GIVEN RECORDS>
☆ ☆ ☆ ☆ ☆ ☆ ☆

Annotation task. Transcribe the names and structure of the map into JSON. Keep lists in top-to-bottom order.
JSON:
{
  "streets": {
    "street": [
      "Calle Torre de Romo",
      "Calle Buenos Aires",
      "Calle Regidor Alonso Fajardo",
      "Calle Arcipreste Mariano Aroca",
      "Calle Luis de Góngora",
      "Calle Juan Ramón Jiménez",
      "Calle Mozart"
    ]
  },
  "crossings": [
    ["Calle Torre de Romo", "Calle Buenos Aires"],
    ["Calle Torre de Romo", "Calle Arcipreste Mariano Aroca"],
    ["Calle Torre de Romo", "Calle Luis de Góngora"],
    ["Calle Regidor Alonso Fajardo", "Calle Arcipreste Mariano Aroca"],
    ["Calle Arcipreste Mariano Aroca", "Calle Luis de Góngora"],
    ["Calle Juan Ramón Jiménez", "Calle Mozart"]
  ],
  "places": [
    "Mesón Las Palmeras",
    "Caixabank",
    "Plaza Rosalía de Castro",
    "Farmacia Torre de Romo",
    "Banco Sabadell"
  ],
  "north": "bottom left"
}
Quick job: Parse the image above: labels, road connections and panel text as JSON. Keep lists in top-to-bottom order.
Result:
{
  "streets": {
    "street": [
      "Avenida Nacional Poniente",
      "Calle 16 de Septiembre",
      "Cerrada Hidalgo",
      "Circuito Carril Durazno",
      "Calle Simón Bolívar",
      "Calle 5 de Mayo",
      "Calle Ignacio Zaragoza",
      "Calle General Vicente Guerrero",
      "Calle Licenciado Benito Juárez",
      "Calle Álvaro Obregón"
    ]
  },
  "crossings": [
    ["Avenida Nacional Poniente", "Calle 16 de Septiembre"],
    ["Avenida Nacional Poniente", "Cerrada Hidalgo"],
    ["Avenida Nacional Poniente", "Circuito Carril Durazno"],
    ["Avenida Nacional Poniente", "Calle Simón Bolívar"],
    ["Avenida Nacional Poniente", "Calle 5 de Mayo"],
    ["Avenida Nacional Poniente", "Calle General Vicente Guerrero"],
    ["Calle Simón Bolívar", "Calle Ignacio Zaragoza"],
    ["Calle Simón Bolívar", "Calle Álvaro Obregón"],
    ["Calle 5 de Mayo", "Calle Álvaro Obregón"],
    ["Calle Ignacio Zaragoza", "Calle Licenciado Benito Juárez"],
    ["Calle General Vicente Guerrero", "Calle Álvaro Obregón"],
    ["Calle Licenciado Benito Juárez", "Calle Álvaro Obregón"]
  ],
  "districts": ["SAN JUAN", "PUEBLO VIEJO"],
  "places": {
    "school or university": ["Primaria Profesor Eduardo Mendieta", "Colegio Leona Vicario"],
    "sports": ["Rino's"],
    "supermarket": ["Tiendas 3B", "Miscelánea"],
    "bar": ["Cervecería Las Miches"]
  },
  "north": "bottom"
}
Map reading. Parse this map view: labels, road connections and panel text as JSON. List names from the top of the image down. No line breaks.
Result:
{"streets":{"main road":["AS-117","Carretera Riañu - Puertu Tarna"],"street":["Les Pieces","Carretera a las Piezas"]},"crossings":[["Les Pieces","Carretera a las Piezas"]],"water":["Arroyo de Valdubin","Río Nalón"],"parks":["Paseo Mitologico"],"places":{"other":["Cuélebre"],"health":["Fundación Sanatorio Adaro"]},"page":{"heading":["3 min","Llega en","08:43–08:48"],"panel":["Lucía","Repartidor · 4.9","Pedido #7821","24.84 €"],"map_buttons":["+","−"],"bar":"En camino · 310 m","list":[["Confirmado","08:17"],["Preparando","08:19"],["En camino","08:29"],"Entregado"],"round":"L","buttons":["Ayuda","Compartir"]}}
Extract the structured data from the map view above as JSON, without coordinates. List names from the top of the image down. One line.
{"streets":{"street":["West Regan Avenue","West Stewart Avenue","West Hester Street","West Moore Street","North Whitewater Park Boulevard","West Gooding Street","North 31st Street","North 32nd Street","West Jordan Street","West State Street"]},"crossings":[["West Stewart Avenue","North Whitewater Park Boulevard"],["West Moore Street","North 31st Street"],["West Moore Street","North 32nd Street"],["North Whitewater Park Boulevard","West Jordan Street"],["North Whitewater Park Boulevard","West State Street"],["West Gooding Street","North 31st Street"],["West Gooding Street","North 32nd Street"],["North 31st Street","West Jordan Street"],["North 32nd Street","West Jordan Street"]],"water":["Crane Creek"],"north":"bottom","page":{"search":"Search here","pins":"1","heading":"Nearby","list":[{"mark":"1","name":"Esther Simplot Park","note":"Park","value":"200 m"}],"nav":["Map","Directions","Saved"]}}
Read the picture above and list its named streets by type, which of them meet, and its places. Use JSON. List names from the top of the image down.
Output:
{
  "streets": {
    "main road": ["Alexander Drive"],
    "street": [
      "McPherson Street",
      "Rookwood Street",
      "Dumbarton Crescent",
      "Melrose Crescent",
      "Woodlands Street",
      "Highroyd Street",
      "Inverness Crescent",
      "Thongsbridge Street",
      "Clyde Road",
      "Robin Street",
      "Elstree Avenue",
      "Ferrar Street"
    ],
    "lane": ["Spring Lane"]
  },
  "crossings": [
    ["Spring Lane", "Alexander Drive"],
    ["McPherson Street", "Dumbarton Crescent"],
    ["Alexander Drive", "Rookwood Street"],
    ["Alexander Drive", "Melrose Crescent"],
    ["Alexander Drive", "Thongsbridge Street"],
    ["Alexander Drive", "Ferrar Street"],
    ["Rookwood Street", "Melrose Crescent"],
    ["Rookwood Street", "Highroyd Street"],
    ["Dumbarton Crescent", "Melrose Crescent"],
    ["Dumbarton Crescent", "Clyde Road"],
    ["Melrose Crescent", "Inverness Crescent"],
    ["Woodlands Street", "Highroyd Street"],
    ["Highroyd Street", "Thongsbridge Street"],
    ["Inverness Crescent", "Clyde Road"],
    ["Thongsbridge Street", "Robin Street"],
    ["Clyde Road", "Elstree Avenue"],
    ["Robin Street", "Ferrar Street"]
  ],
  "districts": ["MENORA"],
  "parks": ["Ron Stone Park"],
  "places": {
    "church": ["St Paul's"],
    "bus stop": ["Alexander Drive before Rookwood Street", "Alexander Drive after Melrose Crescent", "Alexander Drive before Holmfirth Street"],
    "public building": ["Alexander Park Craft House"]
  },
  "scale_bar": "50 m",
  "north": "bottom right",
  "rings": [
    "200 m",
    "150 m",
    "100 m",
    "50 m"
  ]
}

☆ ☆ ☆ ☆ ☆ ☆ ☆

WORK ITEM> The lines to show are those in the data above that include "Mozart".

EXERCISE RESPONSE>
      "Calle Mozart"
    ["Calle Juan Ramón Jiménez", "Calle Mozart"]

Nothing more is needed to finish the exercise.